Si des députés croient que cette disposition du Règlement devrait trouver application, je les incite à faire valoir leurs arguments le plus tôt possible dans le processus, surtout qu’il est presque impossible de prévoir combien de temps peuvent durer les débats à une étape donnée. Si les députés manifestent leur opposition trop tard dans le processus, la présidence pourrait n’avoir d’autre choix que de soumettre le projet de loi à une seule mise aux voix à l’étape de la deuxième lecture ou à l’étape de la troisième lecture, selon le cas.
Si la présidence devait conclure que la disposition du Règlement s’applique et que les questions devraient être divisées aux fins du vote, j’indiquerais à la Chambre quels éléments seraient regroupés pour la mise aux voix. Comme je l’ai mentionné précédemment, les mesures législatives sont souvent complexes et il n’est pas toujours facile de procéder à de telles divisions. C’est d’autant plus le cas lorsqu’un projet de loi contient des dispositions de coordination et des modifications corrélatives ou encore des dispositions d’entrée en vigueur, qui ont des conséquences sur les divers articles du projet de loi. Les députés sont invités à préciser, lorsqu’ils présentent leurs arguments en faveur de la division de questions, comment ils regrouperaient les dispositions.

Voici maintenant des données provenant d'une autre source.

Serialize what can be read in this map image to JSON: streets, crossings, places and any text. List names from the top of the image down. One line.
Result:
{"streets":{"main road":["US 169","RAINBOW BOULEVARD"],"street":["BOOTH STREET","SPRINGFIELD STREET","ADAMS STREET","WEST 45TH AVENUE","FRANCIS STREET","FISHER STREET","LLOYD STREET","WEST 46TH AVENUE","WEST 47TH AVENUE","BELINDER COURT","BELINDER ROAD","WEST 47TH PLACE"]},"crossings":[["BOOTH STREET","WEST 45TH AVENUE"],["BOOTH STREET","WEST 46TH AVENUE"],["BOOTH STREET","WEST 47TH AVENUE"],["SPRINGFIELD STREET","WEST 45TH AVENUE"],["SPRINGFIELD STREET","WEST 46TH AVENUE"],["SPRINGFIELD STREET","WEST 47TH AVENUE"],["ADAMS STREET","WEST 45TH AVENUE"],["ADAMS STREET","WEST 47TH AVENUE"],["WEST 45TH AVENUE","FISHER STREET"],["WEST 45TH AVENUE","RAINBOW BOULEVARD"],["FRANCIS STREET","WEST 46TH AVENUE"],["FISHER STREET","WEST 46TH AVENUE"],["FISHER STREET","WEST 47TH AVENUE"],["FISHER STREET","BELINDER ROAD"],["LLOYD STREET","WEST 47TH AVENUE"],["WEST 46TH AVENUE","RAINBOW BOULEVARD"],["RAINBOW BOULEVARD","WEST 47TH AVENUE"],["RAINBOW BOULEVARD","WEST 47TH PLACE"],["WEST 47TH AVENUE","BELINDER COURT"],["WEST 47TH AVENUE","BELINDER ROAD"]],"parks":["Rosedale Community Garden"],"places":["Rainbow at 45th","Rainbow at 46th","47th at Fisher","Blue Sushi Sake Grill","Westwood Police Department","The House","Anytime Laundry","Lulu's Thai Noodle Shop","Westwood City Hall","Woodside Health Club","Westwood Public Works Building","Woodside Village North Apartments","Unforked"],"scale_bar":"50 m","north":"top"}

Dans le cas où, à l’étape de la deuxième lecture, la Chambre rejetterait certaines dispositions d’un projet de loi mais en adopterait d’autres, seules les portions adoptées seraient renvoyées au comité. Si cela arrivait, j’ordonnerais que le projet de loi soit réimprimé aux fins de l’examen par le Comité. Selon nos pratiques, les projets de loi ne sont réimprimés que sur l’ordre d’un comité après l’adoption d’amendements ou l’adoption du projet de loi à l’étape de la troisième lecture. Je crois toutefois que, si une partie d’un projet de loi était rejetée par la Chambre à l’étape de la deuxième lecture, il serait utile pour le comité de disposer d’une nouvelle version du projet de loi afin qu’il n’y ait aucun doute quant aux dispositions visées par l’ordre de renvoi.

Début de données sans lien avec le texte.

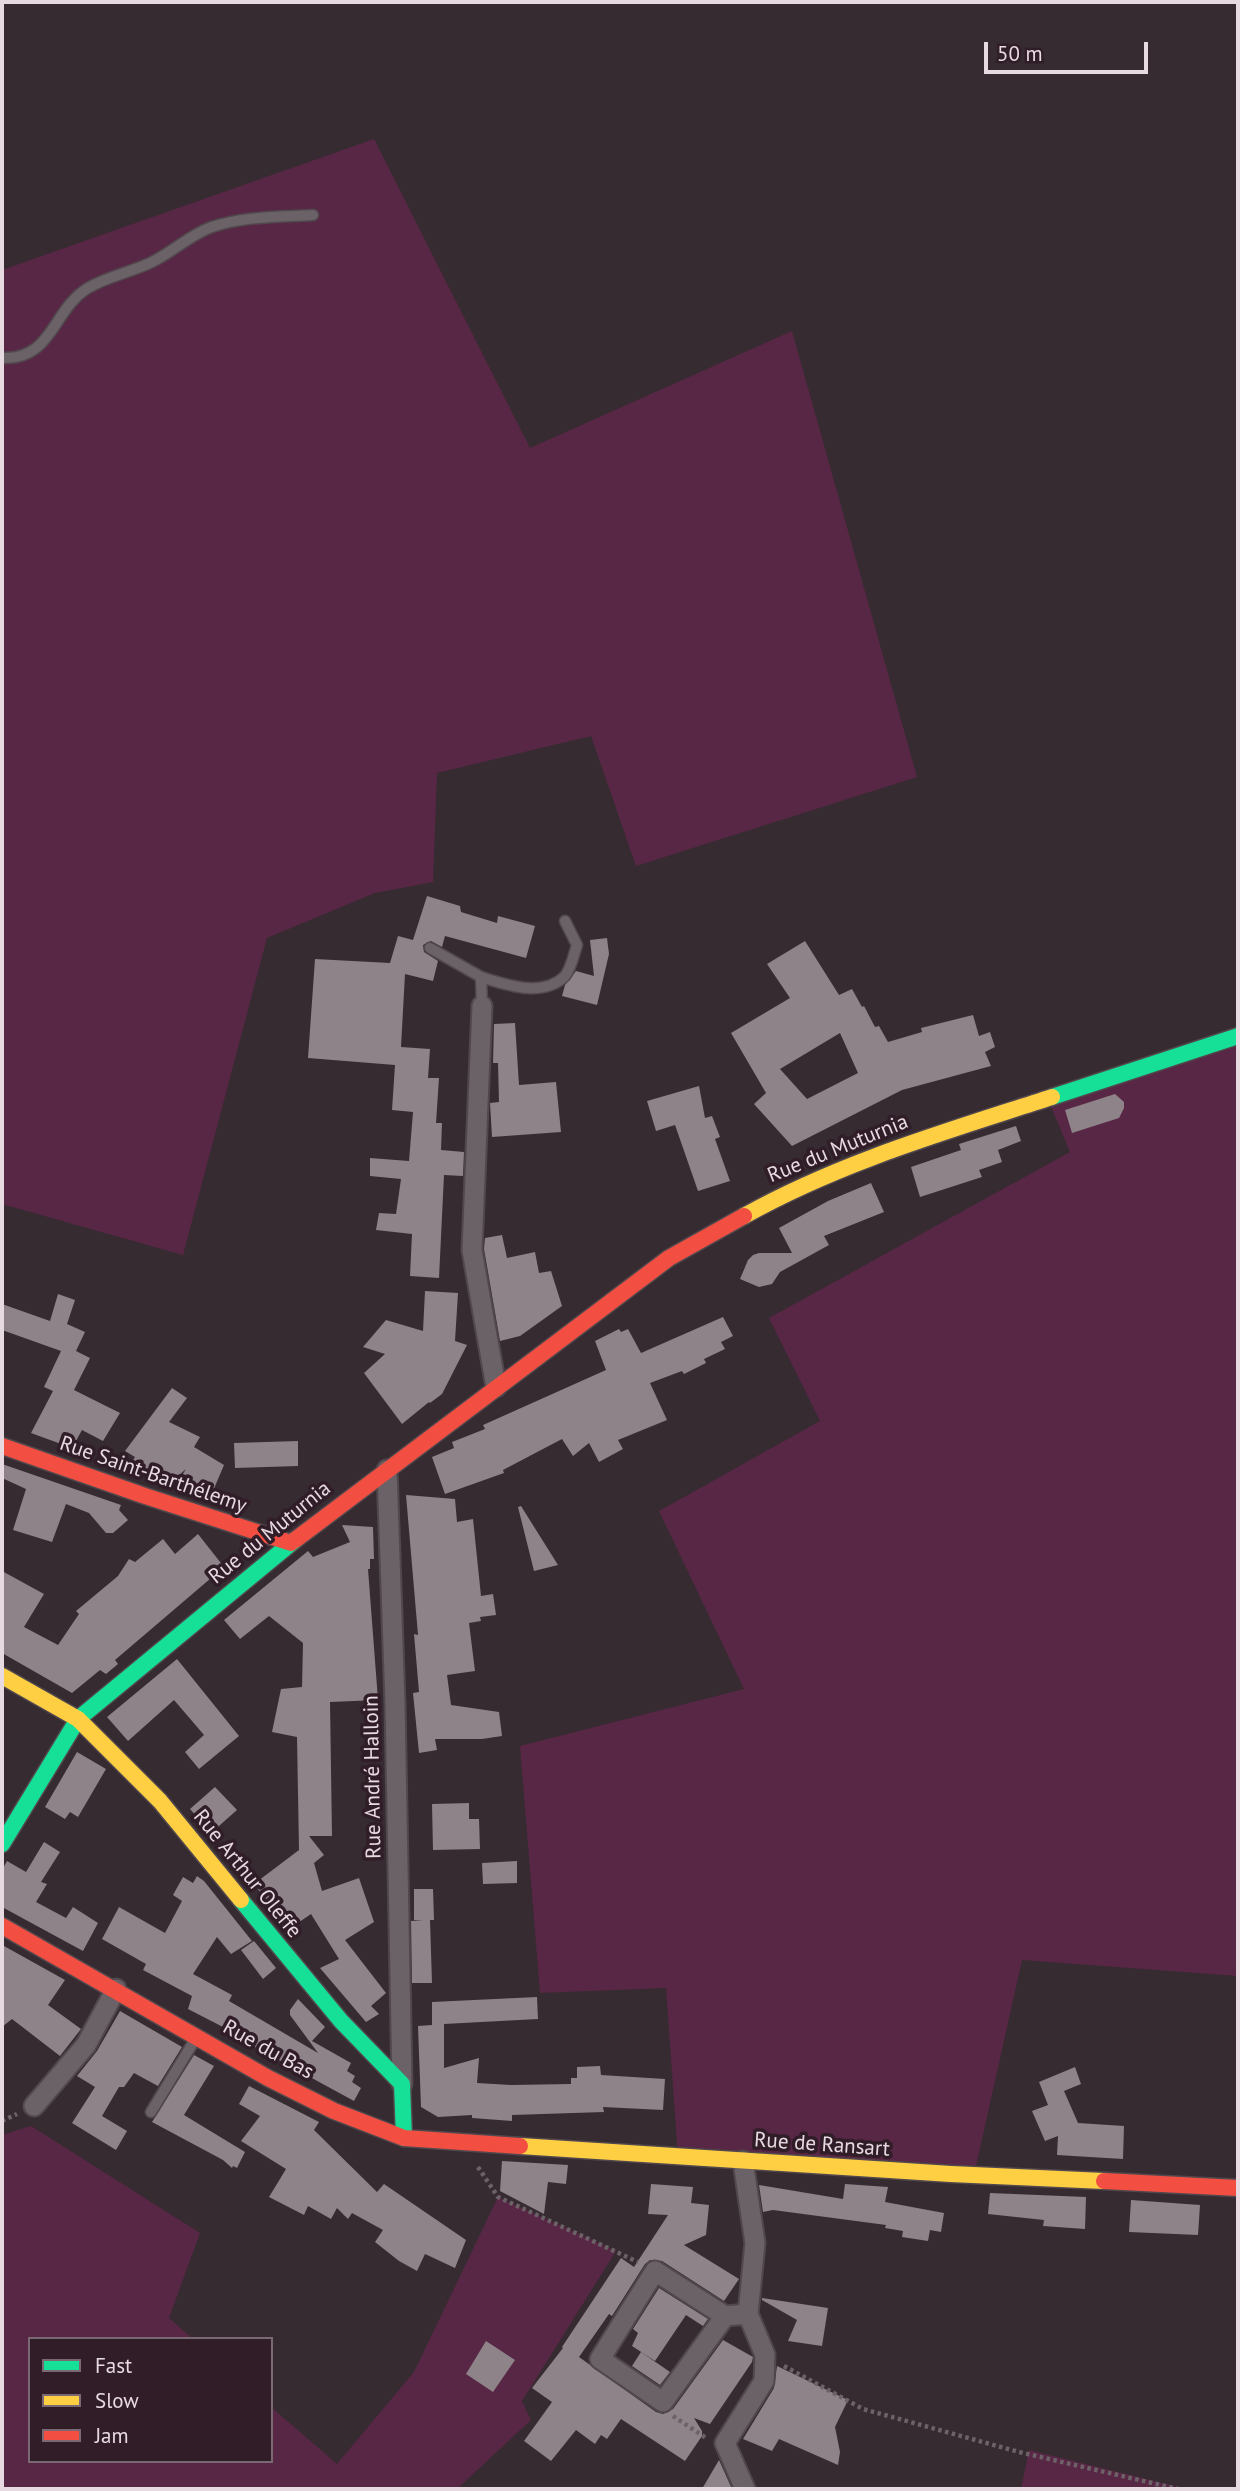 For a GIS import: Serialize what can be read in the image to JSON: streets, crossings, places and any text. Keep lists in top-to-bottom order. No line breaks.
{"streets":{"street":["Rue du Muturnia","Rue Saint-Barthélemy","Rue André Halloin","Rue Arthur Oleffe","Rue du Bas","Rue de Ransart"]},"crossings":[["Rue du Muturnia","Rue Saint-Barthélemy"],["Rue du Muturnia","Rue André Halloin"],["Rue du Muturnia","Rue Arthur Oleffe"],["Rue André Halloin","Rue Arthur Oleffe"],["Rue du Bas","Rue de Ransart"]],"legend":["Fast","Slow","Jam"],"scale_bar":"50 m"}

Dans le cas qui nous occupe, après examen du projet de loi C-56, je conclus que celui-ci contient en effet deux mesures distinctes. La première partie modifie la Loi sur le système correctionnel et la mise en liberté sous condition afin de mettre en œuvre un nouveau régime concernant l’isolement préventif des détenus. La seconde partie, constituée principalement de l’article 10 du projet de loi, modifie la Loi sur l’abolition de la libération anticipée des criminels, qui porte sur l’admissibilité de certains délinquants à une procédure d’examen expéditif.
Il est à noter que Loi sur l’abolition de la libération anticipée des criminels est le titre abrégé de la Loi modifiant la Loi sur le système correctionnel et la mise en liberté sous condition (procédure d’examen expéditif) et apportant des modifications corrélatives à d’autres lois. Cette loi a été édictée en 2011 et abolissait la procédure d’examen expéditif prévue par les articles 125 à 126.1 de la Loi sur le système correctionnel et la mise en liberté sous condition. Le projet de loi C-56 a pour effet de modifier les dispositions transitoires de la Loi sur l’abolition de la libération anticipée des criminels afin que les délinquants condamnés après la prise d’effet de cette loi en 2011 pour une infraction commise avant cette date puissent être admissibles à la procédure prévue sous le régime antérieur.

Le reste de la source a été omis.